● BRIEF:
Among the records, which lines hold the word "strokeStyle"? Pick them out.

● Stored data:
◇ ◇ ◇ ◇ ◇

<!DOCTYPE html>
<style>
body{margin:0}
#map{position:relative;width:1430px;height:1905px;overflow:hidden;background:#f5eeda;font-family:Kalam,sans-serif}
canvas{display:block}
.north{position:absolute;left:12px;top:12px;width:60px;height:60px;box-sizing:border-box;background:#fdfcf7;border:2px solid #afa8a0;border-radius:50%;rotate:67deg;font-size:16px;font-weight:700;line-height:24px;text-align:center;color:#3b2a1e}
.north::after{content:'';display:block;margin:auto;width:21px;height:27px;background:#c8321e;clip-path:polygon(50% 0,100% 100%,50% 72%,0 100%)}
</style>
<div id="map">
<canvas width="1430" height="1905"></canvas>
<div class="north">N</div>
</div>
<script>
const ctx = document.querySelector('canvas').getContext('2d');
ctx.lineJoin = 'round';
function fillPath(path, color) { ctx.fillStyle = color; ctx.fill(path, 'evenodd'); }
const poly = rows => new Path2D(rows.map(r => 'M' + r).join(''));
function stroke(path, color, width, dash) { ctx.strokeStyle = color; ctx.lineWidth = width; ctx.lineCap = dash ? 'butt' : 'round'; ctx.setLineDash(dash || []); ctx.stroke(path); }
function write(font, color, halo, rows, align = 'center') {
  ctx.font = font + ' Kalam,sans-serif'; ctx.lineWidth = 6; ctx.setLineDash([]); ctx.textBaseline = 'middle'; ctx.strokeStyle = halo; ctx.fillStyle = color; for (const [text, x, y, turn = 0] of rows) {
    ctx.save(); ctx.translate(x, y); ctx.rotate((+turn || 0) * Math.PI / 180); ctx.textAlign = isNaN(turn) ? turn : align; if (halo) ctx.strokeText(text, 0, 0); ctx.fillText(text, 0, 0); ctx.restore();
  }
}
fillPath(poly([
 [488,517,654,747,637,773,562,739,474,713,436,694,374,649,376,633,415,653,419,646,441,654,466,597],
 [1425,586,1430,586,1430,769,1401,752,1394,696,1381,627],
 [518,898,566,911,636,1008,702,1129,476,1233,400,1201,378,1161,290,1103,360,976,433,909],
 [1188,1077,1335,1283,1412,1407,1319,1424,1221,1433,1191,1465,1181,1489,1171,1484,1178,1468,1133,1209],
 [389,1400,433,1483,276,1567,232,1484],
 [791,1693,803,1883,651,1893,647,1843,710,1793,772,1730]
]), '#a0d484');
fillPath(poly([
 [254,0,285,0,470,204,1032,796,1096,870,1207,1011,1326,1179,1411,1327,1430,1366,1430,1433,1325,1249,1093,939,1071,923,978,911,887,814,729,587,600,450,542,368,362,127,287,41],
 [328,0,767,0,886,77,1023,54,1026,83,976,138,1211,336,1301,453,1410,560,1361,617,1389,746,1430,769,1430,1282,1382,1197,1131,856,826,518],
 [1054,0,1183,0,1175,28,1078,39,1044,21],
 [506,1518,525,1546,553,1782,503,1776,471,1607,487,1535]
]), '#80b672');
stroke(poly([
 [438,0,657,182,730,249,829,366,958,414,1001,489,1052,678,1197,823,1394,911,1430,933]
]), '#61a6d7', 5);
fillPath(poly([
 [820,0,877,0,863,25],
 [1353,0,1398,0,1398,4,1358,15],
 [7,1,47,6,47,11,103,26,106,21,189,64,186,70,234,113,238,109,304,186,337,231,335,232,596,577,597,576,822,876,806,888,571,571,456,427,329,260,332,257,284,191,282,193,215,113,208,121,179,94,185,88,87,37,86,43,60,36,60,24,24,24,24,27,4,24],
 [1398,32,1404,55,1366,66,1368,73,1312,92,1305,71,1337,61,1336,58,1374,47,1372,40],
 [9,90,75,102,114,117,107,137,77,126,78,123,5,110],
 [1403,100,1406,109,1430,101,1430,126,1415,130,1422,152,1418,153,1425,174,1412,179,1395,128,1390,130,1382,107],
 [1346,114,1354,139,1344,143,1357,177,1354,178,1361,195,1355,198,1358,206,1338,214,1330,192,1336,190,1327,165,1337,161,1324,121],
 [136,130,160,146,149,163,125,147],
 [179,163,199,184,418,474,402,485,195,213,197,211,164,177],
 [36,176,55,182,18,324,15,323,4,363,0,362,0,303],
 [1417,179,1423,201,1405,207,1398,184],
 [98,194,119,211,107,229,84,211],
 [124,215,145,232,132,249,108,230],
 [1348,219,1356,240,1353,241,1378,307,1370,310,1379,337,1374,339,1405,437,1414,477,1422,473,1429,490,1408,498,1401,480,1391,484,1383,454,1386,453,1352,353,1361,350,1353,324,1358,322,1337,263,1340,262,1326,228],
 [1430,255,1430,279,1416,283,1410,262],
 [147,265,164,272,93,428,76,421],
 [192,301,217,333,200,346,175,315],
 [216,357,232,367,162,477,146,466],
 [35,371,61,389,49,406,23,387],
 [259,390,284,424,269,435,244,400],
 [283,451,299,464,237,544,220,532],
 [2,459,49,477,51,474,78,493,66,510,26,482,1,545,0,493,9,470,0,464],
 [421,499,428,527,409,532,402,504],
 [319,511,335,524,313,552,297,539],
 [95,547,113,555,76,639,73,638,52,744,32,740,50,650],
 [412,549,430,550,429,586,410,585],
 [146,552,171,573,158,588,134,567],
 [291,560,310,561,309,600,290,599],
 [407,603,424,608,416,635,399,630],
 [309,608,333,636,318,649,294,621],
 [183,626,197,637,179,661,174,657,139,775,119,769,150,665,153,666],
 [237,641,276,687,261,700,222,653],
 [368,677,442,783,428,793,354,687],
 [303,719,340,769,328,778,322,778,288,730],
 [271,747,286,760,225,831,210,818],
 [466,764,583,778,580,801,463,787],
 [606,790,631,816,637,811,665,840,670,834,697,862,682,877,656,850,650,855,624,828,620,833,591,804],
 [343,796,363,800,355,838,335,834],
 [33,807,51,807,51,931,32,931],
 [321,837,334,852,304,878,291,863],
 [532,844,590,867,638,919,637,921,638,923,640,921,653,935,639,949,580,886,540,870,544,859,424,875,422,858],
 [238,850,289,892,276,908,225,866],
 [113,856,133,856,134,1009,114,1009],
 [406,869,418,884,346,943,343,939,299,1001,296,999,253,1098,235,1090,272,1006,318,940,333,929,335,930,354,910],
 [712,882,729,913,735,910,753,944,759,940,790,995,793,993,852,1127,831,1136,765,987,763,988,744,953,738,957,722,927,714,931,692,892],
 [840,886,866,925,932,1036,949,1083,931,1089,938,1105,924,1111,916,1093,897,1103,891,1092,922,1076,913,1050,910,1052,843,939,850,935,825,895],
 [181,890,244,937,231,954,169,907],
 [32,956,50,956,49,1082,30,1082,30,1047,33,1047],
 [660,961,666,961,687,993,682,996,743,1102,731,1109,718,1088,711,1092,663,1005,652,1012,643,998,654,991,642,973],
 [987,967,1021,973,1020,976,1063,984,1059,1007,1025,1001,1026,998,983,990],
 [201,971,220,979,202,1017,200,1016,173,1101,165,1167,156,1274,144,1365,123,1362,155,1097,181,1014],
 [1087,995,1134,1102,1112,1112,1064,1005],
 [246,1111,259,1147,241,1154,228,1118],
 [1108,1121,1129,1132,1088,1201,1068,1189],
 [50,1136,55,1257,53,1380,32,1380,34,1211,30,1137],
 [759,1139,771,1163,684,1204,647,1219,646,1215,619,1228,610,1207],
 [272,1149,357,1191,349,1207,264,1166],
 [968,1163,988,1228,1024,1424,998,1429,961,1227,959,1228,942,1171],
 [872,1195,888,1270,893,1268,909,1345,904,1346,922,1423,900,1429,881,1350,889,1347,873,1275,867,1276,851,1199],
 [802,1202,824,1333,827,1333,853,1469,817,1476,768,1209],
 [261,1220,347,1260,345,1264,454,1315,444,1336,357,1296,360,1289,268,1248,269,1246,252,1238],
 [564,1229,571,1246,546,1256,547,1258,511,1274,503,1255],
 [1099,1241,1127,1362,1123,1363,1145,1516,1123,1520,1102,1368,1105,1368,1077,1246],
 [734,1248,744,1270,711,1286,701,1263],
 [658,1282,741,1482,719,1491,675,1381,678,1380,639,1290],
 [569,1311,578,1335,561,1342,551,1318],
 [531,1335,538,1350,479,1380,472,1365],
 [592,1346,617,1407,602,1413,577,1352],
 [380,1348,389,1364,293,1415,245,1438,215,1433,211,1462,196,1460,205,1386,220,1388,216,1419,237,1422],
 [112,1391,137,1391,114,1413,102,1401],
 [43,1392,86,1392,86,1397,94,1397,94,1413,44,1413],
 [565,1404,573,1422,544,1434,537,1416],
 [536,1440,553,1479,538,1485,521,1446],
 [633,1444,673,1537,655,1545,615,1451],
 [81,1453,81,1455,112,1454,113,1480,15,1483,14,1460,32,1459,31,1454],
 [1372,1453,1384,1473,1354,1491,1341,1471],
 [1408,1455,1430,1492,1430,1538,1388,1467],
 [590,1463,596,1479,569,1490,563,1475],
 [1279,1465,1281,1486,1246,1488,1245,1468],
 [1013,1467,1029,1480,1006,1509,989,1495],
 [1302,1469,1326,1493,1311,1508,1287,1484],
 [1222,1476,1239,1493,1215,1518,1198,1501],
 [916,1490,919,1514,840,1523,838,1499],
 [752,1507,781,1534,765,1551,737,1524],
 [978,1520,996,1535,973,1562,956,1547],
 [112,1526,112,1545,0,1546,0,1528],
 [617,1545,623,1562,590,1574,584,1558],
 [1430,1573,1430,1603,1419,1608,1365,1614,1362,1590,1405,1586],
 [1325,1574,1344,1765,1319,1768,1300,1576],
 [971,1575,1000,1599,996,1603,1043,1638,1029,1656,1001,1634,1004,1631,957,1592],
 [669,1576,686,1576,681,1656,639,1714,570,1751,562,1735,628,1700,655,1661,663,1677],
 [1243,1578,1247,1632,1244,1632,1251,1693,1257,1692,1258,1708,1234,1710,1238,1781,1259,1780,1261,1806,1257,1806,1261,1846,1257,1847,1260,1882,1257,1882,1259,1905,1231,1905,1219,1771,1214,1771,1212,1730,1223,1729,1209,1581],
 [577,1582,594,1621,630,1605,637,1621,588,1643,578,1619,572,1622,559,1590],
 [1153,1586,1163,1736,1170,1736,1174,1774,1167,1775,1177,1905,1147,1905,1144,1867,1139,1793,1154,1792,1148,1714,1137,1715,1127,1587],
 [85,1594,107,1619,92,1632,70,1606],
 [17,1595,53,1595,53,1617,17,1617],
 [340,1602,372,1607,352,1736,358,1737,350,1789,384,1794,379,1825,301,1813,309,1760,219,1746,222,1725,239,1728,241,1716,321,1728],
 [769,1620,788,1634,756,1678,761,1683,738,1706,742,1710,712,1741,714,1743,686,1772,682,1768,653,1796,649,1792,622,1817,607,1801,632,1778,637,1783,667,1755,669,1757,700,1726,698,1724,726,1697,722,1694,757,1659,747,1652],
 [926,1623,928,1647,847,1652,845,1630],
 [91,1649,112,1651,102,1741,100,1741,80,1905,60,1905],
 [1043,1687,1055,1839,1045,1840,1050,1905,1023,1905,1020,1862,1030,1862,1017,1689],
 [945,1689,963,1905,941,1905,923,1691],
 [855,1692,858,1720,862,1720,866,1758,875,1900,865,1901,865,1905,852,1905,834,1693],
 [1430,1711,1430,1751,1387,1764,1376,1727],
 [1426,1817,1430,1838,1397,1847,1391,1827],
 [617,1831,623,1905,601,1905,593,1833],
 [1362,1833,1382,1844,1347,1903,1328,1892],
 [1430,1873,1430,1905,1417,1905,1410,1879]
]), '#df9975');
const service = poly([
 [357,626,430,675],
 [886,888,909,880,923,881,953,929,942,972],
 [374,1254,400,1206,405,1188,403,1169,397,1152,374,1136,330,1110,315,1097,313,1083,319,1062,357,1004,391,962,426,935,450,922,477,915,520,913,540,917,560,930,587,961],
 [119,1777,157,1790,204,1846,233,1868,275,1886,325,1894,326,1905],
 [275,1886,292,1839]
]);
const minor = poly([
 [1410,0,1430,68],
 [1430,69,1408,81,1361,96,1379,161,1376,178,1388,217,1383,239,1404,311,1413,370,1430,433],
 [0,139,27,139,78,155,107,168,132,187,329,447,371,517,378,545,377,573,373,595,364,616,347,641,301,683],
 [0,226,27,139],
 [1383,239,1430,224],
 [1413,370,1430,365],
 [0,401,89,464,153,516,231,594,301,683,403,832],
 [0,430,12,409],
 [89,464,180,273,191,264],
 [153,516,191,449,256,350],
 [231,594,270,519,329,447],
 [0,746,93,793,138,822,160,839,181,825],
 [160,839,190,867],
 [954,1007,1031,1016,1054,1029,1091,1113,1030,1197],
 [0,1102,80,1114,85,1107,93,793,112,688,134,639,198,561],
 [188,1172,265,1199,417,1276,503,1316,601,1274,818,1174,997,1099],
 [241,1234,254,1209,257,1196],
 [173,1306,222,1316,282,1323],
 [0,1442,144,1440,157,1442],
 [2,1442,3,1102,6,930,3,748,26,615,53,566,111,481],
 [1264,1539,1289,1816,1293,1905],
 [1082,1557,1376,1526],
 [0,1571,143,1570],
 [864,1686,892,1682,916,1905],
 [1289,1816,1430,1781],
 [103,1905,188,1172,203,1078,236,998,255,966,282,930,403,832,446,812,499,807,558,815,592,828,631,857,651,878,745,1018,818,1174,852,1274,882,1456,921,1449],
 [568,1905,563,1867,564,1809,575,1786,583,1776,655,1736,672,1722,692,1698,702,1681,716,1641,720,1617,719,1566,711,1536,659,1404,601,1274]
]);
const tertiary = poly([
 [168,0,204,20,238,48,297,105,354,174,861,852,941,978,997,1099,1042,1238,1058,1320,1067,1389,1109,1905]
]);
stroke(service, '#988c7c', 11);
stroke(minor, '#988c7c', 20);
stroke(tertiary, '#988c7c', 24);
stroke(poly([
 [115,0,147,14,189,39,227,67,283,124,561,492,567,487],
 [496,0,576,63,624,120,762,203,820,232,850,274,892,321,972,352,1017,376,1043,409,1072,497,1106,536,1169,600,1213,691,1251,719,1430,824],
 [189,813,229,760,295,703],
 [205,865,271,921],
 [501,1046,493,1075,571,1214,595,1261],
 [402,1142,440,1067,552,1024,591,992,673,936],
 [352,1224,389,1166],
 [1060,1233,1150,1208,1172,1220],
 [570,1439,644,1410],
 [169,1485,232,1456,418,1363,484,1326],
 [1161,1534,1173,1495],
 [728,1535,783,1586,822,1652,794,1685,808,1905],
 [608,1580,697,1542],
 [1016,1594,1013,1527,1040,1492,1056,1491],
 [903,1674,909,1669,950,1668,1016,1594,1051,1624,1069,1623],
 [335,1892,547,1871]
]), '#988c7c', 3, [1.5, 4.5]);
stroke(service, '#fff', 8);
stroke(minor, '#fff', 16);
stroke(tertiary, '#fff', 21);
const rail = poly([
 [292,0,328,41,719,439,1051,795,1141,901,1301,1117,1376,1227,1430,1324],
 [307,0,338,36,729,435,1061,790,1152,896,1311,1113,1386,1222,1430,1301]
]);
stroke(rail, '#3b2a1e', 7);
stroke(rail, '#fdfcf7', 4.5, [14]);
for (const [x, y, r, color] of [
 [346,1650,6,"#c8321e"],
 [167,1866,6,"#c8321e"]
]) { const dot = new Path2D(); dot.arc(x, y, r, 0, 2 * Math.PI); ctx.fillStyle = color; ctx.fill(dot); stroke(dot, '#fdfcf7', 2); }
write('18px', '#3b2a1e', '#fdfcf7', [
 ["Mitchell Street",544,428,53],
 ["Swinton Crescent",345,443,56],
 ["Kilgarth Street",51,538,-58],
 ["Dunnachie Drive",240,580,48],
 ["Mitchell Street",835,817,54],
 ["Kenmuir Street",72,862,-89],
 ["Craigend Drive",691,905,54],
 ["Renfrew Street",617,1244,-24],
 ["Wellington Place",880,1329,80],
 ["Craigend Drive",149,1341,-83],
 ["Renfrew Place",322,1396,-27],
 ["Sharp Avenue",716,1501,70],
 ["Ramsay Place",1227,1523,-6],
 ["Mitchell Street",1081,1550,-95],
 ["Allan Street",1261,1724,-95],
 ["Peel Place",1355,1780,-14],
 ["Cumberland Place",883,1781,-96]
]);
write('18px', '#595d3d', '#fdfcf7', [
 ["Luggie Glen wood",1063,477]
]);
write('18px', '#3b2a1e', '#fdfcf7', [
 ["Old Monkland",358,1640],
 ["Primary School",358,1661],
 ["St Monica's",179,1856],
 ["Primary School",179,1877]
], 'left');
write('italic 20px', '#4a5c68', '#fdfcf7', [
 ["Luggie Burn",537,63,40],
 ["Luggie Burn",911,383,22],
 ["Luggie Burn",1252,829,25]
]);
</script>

◇ ◇ ◇ ◇ ◇

● EXERCISE SOLUTION:
function stroke(path, color, width, dash) { ctx.strokeStyle = color; ctx.lineWidth = width; ctx.lineCap = dash ? 'butt' : 'round'; ctx.setLineDash(dash || []); ctx.stroke(path); }
  ctx.font = font + ' Kalam,sans-serif'; ctx.lineWidth = 6; ctx.setLineDash([]); ctx.textBaseline = 'middle'; ctx.strokeStyle = halo; ctx.fillStyle = color; for (const [text, x, y, turn = 0] of rows) {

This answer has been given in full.